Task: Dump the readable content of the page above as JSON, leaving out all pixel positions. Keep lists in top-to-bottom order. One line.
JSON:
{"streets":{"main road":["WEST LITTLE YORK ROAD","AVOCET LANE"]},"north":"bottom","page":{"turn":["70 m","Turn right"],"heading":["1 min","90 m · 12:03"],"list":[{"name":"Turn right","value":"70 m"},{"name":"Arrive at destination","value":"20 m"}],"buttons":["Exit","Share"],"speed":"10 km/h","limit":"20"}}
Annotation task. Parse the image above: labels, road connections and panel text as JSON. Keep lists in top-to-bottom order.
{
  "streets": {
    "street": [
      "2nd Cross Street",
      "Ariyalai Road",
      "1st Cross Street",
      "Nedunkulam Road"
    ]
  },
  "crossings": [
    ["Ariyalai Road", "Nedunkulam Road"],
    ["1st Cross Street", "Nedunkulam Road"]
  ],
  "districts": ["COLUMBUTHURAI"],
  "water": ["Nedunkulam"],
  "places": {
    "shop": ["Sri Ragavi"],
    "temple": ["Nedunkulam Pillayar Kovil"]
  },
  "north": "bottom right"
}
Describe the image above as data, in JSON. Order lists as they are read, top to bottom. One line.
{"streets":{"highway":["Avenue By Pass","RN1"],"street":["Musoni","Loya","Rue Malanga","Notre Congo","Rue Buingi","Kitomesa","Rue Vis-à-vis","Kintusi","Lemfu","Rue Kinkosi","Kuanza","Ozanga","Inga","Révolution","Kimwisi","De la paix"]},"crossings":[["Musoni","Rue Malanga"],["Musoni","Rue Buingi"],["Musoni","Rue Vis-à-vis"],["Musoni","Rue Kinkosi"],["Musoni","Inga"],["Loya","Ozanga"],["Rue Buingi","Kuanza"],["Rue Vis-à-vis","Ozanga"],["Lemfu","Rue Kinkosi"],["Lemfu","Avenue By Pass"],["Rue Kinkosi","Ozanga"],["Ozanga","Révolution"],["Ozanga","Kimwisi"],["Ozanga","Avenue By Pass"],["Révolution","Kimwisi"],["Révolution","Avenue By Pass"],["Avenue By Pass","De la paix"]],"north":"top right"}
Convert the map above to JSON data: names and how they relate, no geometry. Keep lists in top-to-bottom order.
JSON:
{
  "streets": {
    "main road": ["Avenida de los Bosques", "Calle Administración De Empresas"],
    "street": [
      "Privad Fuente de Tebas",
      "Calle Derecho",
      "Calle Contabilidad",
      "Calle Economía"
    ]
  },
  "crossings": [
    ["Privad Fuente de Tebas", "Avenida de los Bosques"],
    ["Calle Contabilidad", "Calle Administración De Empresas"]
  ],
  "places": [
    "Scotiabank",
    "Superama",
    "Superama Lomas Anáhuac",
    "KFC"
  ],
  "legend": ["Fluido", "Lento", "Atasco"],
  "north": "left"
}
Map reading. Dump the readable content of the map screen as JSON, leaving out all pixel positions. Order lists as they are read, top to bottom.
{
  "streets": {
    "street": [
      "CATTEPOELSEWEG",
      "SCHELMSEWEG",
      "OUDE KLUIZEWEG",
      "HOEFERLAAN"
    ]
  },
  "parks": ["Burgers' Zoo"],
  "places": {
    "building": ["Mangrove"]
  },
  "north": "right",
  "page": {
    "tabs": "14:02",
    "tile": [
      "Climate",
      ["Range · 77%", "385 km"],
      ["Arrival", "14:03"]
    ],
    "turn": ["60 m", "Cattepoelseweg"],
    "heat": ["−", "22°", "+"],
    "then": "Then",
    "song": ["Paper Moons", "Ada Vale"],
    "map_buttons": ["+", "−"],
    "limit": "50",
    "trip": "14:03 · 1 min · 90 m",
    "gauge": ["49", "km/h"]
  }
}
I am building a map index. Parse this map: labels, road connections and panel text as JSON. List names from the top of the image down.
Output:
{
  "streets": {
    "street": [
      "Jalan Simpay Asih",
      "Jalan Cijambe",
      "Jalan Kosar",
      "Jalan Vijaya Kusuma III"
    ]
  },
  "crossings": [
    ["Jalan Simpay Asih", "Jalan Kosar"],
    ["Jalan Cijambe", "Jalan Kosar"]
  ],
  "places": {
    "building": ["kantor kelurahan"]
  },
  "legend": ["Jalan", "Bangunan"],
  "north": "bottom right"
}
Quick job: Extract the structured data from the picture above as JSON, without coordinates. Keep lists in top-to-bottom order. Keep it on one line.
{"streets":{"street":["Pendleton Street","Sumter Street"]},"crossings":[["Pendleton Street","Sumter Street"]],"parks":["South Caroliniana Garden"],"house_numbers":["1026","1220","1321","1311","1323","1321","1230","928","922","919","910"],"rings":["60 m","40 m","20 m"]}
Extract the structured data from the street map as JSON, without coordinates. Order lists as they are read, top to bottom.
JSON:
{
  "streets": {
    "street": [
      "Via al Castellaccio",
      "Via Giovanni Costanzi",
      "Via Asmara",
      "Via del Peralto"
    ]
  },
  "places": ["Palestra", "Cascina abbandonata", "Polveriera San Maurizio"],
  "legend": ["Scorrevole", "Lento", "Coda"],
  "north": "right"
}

**EXERCISE**
Transcribe all of the material exactly as it appears.

**RESPONSE**
Task: Dump the readable content of the page above as JSON, leaving out all pixel positions. Keep lists in top-to-bottom order. One line.
JSON:
{"streets":{"main road":["WEST LITTLE YORK ROAD","AVOCET LANE"]},"north":"bottom","page":{"turn":["70 m","Turn right"],"heading":["1 min","90 m · 12:03"],"list":[{"name":"Turn right","value":"70 m"},{"name":"Arrive at destination","value":"20 m"}],"buttons":["Exit","Share"],"speed":"10 km/h","limit":"20"}}
Annotation task. Parse the image above: labels, road connections and panel text as JSON. Keep lists in top-to-bottom order.
{
  "streets": {
    "street": [
      "2nd Cross Street",
      "Ariyalai Road",
      "1st Cross Street",
      "Nedunkulam Road"
    ]
  },
  "crossings": [
    ["Ariyalai Road", "Nedunkulam Road"],
    ["1st Cross Street", "Nedunkulam Road"]
  ],
  "districts": ["COLUMBUTHURAI"],
  "water": ["Nedunkulam"],
  "places": {
    "shop": ["Sri Ragavi"],
    "temple": ["Nedunkulam Pillayar Kovil"]
  },
  "north": "bottom right"
}
Describe the image above as data, in JSON. Order lists as they are read, top to bottom. One line.
{"streets":{"highway":["Avenue By Pass","RN1"],"street":["Musoni","Loya","Rue Malanga","Notre Congo","Rue Buingi","Kitomesa","Rue Vis-à-vis","Kintusi","Lemfu","Rue Kinkosi","Kuanza","Ozanga","Inga","Révolution","Kimwisi","De la paix"]},"crossings":[["Musoni","Rue Malanga"],["Musoni","Rue Buingi"],["Musoni","Rue Vis-à-vis"],["Musoni","Rue Kinkosi"],["Musoni","Inga"],["Loya","Ozanga"],["Rue Buingi","Kuanza"],["Rue Vis-à-vis","Ozanga"],["Lemfu","Rue Kinkosi"],["Lemfu","Avenue By Pass"],["Rue Kinkosi","Ozanga"],["Ozanga","Révolution"],["Ozanga","Kimwisi"],["Ozanga","Avenue By Pass"],["Révolution","Kimwisi"],["Révolution","Avenue By Pass"],["Avenue By Pass","De la paix"]],"north":"top right"}
Convert the map above to JSON data: names and how they relate, no geometry. Keep lists in top-to-bottom order.
JSON:
{
  "streets": {
    "main road": ["Avenida de los Bosques", "Calle Administración De Empresas"],
    "street": [
      "Privad Fuente de Tebas",
      "Calle Derecho",
      "Calle Contabilidad",
      "Calle Economía"
    ]
  },
  "crossings": [
    ["Privad Fuente de Tebas", "Avenida de los Bosques"],
    ["Calle Contabilidad", "Calle Administración De Empresas"]
  ],
  "places": [
    "Scotiabank",
    "Superama",
    "Superama Lomas Anáhuac",
    "KFC"
  ],
  "legend": ["Fluido", "Lento", "Atasco"],
  "north": "left"
}
Map reading. Dump the readable content of the map screen as JSON, leaving out all pixel positions. Order lists as they are read, top to bottom.
{
  "streets": {
    "street": [
      "CATTEPOELSEWEG",
      "SCHELMSEWEG",
      "OUDE KLUIZEWEG",
      "HOEFERLAAN"
    ]
  },
  "parks": ["Burgers' Zoo"],
  "places": {
    "building": ["Mangrove"]
  },
  "north": "right",
  "page": {
    "tabs": "14:02",
    "tile": [
      "Climate",
      ["Range · 77%", "385 km"],
      ["Arrival", "14:03"]
    ],
    "turn": ["60 m", "Cattepoelseweg"],
    "heat": ["−", "22°", "+"],
    "then": "Then",
    "song": ["Paper Moons", "Ada Vale"],
    "map_buttons": ["+", "−"],
    "limit": "50",
    "trip": "14:03 · 1 min · 90 m",
    "gauge": ["49", "km/h"]
  }
}
I am building a map index. Parse this map: labels, road connections and panel text as JSON. List names from the top of the image down.
Output:
{
  "streets": {
    "street": [
      "Jalan Simpay Asih",
      "Jalan Cijambe",
      "Jalan Kosar",
      "Jalan Vijaya Kusuma III"
    ]
  },
  "crossings": [
    ["Jalan Simpay Asih", "Jalan Kosar"],
    ["Jalan Cijambe", "Jalan Kosar"]
  ],
  "places": {
    "building": ["kantor kelurahan"]
  },
  "legend": ["Jalan", "Bangunan"],
  "north": "bottom right"
}
Quick job: Extract the structured data from the picture above as JSON, without coordinates. Keep lists in top-to-bottom order. Keep it on one line.
{"streets":{"street":["Pendleton Street","Sumter Street"]},"crossings":[["Pendleton Street","Sumter Street"]],"parks":["South Caroliniana Garden"],"house_numbers":["1026","1220","1321","1311","1323","1321","1230","928","922","919","910"],"rings":["60 m","40 m","20 m"]}
Extract the structured data from the street map as JSON, without coordinates. Order lists as they are read, top to bottom.
JSON:
{
  "streets": {
    "street": [
      "Via al Castellaccio",
      "Via Giovanni Costanzi",
      "Via Asmara",
      "Via del Peralto"
    ]
  },
  "places": ["Palestra", "Cascina abbandonata", "Polveriera San Maurizio"],
  "legend": ["Scorrevole", "Lento", "Coda"],
  "north": "right"
}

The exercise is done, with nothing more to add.